Find and copy each line in the material below where the string "header" occurs.
[Start of section]
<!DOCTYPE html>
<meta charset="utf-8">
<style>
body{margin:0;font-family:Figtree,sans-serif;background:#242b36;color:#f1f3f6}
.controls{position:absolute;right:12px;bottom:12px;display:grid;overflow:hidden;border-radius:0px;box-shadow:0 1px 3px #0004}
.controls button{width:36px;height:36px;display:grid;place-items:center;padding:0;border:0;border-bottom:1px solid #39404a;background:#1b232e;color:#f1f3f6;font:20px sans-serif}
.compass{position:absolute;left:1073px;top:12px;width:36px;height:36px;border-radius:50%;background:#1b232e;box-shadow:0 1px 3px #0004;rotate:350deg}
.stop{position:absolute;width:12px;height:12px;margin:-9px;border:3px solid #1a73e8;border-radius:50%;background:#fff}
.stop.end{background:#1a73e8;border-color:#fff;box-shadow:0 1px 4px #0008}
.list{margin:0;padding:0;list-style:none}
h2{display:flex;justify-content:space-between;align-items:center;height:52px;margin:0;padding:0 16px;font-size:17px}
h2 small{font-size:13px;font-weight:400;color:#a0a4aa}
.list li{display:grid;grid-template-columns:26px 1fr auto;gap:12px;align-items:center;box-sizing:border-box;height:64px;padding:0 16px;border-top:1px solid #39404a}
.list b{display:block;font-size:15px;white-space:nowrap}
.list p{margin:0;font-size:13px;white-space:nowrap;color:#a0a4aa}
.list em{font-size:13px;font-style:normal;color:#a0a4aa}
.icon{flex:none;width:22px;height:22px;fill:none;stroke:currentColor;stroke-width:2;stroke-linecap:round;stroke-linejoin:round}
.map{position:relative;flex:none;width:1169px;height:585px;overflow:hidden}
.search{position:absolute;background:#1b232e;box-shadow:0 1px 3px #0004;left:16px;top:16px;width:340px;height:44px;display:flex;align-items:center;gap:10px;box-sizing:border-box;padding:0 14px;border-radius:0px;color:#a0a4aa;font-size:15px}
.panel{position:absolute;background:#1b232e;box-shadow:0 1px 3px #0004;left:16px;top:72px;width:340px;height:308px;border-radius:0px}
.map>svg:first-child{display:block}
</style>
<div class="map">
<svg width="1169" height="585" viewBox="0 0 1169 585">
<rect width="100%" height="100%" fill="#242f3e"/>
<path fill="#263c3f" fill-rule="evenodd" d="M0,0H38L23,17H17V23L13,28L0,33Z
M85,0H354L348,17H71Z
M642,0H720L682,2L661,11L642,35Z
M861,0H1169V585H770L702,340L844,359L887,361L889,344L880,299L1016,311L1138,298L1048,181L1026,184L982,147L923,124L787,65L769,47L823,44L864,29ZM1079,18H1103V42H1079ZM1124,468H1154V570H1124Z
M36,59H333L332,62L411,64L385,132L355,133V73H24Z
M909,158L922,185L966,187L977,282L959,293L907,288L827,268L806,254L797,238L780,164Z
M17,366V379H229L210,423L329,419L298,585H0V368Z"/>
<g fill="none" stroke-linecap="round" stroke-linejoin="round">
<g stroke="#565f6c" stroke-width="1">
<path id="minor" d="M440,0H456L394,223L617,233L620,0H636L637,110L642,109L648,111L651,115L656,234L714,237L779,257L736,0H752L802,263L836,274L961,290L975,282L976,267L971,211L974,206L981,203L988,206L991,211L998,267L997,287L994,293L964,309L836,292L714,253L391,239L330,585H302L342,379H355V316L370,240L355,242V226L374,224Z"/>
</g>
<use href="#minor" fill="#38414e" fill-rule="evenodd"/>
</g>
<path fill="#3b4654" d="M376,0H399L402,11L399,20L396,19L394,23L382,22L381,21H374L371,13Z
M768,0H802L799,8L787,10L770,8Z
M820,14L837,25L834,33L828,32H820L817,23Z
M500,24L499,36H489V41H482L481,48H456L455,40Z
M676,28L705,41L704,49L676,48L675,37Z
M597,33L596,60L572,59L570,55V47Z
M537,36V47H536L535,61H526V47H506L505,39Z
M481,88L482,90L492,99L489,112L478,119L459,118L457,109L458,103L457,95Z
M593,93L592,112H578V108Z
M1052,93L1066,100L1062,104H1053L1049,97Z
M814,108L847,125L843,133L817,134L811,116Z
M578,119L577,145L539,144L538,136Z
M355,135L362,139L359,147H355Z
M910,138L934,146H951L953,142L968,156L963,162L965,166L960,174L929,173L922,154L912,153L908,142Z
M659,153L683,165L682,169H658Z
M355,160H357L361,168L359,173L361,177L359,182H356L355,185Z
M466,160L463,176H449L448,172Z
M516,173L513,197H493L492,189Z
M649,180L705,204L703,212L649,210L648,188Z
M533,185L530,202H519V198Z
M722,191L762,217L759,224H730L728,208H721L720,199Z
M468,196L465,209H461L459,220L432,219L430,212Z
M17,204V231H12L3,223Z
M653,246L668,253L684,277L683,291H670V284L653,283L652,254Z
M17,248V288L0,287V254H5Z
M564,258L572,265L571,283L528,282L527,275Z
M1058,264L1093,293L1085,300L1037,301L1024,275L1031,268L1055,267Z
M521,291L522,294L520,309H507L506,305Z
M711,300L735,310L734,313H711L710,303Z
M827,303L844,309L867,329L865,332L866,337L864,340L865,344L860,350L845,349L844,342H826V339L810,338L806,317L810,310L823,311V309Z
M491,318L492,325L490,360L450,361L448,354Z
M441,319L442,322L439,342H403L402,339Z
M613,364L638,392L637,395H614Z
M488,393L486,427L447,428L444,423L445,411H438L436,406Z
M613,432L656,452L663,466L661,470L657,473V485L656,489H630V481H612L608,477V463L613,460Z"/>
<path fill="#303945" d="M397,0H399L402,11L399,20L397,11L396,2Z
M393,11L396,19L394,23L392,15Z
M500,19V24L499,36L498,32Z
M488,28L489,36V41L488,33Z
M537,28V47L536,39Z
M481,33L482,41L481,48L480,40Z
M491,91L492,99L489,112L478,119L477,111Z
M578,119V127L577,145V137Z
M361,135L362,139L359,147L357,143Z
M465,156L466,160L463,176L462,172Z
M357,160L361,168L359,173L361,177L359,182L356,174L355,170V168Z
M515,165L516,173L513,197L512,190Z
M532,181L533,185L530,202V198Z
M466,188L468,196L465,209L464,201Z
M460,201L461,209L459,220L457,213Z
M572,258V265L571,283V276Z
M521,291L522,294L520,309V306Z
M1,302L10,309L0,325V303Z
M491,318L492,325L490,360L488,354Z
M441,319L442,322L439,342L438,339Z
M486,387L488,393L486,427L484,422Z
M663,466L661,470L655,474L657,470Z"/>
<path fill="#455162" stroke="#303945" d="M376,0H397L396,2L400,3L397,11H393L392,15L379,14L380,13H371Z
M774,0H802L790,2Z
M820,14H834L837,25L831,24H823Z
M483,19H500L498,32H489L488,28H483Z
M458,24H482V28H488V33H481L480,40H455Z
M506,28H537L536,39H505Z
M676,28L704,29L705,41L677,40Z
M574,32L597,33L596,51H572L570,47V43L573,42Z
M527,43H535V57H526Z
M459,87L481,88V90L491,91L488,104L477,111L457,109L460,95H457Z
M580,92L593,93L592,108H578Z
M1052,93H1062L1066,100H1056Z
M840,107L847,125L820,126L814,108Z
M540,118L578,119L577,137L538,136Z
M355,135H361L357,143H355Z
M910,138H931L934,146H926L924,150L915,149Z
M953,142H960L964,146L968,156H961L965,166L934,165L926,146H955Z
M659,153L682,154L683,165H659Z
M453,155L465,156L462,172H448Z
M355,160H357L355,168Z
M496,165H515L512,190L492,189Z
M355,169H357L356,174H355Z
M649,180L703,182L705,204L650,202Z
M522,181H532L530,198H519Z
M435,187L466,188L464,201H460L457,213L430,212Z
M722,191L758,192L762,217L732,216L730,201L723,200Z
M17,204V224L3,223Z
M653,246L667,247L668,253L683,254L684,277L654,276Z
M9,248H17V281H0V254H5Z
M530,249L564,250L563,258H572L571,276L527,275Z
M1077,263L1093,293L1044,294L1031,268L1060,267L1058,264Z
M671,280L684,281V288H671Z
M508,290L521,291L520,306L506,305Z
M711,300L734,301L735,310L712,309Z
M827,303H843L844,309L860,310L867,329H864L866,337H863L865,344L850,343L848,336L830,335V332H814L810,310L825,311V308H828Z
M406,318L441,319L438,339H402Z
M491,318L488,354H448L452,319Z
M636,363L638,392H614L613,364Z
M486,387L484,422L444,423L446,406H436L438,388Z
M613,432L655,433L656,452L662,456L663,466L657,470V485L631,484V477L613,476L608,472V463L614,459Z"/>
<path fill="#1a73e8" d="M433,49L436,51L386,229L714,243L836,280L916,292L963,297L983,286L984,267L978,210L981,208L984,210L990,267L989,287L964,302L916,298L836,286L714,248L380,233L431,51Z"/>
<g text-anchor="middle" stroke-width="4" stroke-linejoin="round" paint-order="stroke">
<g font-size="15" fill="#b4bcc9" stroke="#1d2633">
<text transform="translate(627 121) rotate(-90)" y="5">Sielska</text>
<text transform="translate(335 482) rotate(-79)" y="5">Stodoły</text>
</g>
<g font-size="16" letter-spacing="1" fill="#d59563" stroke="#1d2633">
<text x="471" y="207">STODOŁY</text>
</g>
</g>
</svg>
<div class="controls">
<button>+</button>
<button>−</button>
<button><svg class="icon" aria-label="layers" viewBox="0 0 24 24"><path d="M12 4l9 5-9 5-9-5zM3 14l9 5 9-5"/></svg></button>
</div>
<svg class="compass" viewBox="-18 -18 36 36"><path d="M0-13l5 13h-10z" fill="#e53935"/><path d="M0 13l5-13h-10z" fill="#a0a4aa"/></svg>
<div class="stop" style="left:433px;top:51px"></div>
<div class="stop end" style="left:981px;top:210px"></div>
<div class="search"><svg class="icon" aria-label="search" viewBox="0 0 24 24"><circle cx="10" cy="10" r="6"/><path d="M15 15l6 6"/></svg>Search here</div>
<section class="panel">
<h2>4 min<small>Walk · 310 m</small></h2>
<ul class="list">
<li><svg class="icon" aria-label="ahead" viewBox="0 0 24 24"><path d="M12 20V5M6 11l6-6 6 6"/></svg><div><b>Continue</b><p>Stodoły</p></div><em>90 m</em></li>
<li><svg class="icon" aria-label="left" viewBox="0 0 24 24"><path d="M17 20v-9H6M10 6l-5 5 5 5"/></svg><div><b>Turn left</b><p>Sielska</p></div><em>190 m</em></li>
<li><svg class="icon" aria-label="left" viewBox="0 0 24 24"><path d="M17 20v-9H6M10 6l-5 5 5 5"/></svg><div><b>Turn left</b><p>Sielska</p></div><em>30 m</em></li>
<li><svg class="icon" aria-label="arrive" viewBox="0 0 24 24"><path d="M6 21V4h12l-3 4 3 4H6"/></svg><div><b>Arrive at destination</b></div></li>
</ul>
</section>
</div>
[End of section]
[Start of section]
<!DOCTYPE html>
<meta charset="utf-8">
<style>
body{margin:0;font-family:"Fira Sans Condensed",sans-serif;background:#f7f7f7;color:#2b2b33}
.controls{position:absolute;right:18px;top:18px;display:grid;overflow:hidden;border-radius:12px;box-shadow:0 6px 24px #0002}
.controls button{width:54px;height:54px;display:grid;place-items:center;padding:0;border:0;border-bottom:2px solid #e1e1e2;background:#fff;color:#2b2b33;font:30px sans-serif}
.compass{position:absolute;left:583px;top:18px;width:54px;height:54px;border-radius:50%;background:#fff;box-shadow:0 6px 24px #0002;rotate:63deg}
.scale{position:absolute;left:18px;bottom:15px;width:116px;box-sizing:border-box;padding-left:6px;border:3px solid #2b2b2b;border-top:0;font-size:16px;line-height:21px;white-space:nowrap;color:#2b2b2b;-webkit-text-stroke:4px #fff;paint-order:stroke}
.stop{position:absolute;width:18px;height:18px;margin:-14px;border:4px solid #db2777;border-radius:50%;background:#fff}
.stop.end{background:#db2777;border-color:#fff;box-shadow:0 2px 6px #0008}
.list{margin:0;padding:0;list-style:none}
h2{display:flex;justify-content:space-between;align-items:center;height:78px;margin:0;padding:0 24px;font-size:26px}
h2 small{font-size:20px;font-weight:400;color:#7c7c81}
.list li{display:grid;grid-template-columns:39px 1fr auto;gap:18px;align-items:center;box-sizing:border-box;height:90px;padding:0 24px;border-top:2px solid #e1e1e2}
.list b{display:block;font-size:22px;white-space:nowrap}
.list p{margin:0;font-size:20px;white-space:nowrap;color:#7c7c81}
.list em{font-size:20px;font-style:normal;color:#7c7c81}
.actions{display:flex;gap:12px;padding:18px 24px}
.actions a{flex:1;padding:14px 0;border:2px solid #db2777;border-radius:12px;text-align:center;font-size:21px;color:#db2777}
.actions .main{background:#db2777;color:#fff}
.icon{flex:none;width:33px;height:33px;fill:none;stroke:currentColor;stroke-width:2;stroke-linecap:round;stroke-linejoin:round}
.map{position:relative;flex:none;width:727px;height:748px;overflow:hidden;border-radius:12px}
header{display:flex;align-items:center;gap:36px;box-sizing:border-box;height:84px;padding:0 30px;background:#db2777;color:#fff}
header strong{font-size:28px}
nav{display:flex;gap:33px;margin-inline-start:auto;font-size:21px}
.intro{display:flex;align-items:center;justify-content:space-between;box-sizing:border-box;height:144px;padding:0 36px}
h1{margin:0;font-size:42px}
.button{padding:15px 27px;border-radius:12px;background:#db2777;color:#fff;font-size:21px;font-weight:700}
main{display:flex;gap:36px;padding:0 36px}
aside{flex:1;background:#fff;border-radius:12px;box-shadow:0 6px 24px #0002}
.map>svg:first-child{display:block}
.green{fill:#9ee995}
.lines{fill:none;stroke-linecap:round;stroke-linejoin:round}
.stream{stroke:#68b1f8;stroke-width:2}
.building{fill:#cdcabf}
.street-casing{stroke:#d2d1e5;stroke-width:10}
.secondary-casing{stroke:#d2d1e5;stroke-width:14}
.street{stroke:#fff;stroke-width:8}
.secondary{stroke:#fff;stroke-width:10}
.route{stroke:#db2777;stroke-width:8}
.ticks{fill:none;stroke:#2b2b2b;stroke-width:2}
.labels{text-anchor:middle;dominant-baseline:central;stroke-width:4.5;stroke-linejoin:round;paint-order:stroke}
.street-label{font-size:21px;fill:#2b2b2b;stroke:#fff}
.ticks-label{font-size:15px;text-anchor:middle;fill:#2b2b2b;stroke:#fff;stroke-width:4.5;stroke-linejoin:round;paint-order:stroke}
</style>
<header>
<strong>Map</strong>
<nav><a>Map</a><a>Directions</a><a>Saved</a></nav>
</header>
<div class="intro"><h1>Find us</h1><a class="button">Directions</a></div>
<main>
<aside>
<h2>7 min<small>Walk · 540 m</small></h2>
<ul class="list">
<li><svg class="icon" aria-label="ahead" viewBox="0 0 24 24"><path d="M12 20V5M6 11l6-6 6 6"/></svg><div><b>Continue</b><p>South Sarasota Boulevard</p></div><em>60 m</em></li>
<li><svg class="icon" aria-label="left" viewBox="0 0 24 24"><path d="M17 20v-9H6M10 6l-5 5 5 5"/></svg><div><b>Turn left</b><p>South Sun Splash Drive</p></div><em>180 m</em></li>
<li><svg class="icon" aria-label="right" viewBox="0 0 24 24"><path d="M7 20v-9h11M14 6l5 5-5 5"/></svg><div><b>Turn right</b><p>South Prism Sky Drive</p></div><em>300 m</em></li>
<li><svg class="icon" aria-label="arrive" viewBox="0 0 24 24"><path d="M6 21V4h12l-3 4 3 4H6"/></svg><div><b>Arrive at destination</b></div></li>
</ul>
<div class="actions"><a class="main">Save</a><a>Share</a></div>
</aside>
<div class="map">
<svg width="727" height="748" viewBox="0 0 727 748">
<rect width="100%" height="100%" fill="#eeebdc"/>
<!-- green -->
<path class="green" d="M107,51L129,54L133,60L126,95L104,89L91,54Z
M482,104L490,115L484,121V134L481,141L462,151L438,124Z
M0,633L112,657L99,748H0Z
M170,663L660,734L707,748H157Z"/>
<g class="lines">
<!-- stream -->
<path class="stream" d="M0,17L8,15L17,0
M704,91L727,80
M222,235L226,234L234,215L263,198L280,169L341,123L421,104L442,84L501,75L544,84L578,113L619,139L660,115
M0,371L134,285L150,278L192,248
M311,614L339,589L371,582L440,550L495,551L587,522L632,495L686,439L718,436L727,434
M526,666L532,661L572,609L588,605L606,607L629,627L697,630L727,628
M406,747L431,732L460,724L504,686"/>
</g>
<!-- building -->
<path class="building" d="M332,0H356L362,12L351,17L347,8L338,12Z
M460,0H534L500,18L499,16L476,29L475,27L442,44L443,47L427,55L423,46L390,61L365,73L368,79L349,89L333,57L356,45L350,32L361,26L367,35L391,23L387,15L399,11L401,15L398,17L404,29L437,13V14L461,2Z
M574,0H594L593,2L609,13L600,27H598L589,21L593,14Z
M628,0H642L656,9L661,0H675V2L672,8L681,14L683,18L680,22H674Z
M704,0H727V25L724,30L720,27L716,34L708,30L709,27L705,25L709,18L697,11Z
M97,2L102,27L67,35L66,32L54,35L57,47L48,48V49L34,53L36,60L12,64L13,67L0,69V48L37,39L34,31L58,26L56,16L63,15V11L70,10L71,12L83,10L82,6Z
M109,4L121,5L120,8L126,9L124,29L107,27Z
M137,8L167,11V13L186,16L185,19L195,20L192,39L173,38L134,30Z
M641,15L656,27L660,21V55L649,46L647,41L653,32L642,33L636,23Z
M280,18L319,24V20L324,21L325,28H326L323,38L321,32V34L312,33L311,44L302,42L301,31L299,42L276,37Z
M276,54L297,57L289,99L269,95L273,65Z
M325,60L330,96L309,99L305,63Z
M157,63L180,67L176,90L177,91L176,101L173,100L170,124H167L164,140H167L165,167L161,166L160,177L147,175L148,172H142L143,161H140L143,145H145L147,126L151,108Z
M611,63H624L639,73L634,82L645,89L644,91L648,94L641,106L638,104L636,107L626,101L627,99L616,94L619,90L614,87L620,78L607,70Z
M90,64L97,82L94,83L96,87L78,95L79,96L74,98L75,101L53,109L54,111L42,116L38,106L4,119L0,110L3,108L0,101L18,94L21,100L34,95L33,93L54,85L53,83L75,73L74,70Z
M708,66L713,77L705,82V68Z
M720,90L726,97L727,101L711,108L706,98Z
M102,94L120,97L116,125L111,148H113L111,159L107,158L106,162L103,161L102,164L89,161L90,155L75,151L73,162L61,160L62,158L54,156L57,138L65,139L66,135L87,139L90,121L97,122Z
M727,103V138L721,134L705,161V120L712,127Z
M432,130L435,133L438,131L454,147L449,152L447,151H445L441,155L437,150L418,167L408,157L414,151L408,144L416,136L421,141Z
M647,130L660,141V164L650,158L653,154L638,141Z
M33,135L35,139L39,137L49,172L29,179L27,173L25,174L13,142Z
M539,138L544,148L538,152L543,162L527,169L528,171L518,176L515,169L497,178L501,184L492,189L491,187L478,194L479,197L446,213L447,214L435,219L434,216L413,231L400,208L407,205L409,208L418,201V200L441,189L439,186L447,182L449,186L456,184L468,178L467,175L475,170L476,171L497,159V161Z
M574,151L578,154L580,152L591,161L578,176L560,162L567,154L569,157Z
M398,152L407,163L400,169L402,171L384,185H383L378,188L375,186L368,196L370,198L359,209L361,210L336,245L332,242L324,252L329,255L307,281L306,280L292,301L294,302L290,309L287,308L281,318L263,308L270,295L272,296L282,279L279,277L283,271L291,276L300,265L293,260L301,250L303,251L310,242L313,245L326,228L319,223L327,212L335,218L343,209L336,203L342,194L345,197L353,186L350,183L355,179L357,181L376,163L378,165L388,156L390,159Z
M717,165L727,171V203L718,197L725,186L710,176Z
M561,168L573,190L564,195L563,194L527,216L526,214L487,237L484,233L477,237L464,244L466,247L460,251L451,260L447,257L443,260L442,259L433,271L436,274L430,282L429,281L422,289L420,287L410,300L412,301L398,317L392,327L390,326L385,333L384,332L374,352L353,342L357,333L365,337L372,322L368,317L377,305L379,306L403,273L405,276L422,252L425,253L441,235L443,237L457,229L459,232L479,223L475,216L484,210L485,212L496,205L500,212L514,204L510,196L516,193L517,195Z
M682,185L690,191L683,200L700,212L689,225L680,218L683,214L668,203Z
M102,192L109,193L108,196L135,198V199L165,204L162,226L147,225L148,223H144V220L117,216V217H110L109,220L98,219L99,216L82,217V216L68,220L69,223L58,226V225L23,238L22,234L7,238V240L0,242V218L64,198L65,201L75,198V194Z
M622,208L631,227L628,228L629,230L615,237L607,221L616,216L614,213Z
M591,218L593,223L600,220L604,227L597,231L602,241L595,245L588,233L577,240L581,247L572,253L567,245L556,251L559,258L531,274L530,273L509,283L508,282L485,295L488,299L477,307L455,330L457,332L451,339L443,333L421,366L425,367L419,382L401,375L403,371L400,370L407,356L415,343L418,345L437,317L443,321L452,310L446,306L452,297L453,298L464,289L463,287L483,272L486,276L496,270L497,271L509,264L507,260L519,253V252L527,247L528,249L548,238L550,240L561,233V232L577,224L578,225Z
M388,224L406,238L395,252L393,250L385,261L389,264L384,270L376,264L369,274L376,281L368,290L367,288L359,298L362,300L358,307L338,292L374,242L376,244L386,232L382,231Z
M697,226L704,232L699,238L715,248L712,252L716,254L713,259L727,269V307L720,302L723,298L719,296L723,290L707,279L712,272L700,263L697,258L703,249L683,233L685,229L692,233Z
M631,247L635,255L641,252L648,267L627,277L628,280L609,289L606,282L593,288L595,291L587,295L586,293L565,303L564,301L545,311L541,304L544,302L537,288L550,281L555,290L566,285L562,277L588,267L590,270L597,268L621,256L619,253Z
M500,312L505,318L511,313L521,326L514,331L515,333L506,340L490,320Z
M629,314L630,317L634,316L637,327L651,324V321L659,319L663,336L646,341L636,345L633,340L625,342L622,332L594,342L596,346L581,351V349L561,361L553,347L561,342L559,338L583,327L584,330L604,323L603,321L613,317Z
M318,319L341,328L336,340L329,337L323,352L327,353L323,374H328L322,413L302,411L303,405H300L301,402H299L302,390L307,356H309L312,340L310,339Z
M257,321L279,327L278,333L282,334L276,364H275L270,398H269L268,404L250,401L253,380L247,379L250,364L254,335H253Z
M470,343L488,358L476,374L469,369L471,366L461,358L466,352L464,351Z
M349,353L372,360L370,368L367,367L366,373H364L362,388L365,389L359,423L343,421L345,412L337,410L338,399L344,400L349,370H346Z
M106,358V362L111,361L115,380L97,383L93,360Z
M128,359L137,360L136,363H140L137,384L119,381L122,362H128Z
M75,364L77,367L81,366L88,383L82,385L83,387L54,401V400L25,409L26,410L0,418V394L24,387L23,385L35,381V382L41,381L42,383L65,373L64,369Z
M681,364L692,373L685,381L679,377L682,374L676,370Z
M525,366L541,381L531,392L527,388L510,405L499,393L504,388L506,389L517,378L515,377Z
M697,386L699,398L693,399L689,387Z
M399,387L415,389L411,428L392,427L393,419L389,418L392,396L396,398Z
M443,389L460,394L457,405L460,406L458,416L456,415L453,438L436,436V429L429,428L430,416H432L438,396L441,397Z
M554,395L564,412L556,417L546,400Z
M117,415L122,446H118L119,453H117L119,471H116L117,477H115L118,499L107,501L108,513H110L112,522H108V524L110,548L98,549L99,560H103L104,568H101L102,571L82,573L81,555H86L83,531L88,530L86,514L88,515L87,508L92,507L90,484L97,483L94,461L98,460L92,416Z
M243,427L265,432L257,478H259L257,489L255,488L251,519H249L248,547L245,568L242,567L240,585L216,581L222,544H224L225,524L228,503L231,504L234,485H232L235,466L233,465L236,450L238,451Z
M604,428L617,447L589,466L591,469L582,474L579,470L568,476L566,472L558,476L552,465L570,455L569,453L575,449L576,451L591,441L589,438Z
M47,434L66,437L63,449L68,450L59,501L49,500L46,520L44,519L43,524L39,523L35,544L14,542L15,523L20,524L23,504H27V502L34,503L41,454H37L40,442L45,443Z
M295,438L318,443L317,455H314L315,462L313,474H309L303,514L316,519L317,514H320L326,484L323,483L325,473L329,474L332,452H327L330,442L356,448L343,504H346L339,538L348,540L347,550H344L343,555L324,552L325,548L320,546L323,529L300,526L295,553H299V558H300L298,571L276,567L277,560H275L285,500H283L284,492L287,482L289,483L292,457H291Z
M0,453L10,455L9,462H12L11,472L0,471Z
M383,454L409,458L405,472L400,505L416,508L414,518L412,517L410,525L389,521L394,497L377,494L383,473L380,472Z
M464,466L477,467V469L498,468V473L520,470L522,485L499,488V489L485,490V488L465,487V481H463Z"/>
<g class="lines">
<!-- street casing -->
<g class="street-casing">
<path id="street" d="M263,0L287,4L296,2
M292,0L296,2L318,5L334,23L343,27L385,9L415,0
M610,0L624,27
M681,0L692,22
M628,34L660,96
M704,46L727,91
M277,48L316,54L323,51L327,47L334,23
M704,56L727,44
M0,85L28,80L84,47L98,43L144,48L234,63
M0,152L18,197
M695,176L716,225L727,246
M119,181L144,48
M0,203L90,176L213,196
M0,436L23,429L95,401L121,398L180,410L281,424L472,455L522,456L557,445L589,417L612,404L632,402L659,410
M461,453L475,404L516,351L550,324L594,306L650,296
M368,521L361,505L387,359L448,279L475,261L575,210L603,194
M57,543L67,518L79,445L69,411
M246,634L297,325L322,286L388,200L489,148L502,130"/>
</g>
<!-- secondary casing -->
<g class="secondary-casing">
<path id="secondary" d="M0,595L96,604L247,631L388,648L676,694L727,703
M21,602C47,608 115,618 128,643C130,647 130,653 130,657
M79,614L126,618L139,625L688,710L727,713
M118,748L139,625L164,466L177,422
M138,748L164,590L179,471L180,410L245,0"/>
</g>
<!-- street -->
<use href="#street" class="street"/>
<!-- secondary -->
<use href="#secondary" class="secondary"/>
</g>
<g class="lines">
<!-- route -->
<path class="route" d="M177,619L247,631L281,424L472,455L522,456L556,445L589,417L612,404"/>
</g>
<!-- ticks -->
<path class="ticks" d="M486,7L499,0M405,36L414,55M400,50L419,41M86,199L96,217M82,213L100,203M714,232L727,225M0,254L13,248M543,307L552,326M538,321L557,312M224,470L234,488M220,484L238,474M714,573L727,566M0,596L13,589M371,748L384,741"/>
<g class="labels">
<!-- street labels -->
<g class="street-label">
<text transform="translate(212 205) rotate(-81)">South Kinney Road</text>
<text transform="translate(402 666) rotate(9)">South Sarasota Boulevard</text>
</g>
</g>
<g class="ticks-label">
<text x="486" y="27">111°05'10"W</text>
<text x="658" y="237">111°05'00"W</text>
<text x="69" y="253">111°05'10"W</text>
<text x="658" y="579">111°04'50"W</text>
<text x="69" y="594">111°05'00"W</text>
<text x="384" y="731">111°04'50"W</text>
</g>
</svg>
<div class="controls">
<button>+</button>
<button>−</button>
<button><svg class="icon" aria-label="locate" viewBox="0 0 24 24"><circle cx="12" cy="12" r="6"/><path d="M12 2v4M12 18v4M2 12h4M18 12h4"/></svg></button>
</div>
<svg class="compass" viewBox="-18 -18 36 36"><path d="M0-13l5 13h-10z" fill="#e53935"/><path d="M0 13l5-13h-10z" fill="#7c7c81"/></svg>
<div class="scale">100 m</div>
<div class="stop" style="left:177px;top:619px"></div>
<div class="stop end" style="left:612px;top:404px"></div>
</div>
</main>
[End of section]
**SOLUTION FOR THIS PROBLEM**
header{display:flex;align-items:center;gap:36px;box-sizing:border-box;height:84px;padding:0 30px;background:#db2777;color:#fff}
header strong{font-size:28px}
<header>
</header>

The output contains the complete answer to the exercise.